In [3]:
# imports from custom library
import sys
sys.path.append('../../')
import matplotlib.pyplot as plt
from mlrefined_libraries import superlearn_library as superlearn
import autograd.numpy as np
import pandas as pd
%matplotlib notebook

# this is needed to compensate for %matplotlib notebook's tendancy to blow up images when plotted inline
from matplotlib import rcParams
rcParams['figure.autolayout'] = True

%load_ext autoreload
%autoreload 2

The autoreload extension is already loaded. To reload it, use:
  %reload_ext autoreload


## Linear Supervised Learning Series

# Part 4: Support vector machines

Here we discuss an often used variation of the original perceptron, called the margin perceptron.
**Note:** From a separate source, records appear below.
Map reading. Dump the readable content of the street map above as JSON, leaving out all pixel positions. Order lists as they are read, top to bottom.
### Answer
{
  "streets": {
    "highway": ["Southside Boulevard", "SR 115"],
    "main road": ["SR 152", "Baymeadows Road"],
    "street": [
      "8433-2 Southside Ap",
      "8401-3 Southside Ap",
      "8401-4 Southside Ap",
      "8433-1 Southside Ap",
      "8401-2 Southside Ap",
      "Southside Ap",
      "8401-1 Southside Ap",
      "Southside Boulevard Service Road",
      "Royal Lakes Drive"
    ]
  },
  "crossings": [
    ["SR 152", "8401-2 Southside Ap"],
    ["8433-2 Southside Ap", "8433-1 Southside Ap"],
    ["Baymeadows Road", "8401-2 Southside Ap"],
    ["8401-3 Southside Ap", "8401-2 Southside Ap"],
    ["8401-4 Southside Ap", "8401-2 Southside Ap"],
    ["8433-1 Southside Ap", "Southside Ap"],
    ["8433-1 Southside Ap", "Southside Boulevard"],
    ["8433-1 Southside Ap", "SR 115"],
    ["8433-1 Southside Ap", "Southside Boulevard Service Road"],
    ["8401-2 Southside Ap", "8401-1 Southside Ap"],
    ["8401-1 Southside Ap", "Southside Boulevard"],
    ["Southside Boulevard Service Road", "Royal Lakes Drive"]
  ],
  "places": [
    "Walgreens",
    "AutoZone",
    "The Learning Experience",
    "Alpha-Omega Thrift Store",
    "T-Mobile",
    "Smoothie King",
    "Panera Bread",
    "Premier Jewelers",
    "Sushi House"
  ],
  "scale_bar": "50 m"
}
We then build on this fundamental concept to derive *support vector machines*, a popular method used for linear classification. 

Press the button 'Toggle code' below to toggle code on and off for entire this presentation.

In [2]:
from IPython.display import display
from IPython.display import HTML
import IPython.core.display as di # Example: di.display_html('<h3>%s:</h3>' % str, raw=True)

# This line will hide code by default when the notebook is exported as HTML
di.display_html('<script>jQuery(function() {if (jQuery("body.notebook_app").length == 0) { jQuery(".input_area").toggle(); jQuery(".prompt").toggle();}});</script>', raw=True)

# This line will add a button to toggle visibility of code blocks, for use with the HTML export version
di.display_html('''<button onclick="jQuery('.input_area').toggle(); jQuery('.prompt').toggle();">Toggle code</button>''', raw=True)

# 1.  Support vector machines

In this Section we derive support vector machines based on the notion of a *margin-perceptron*.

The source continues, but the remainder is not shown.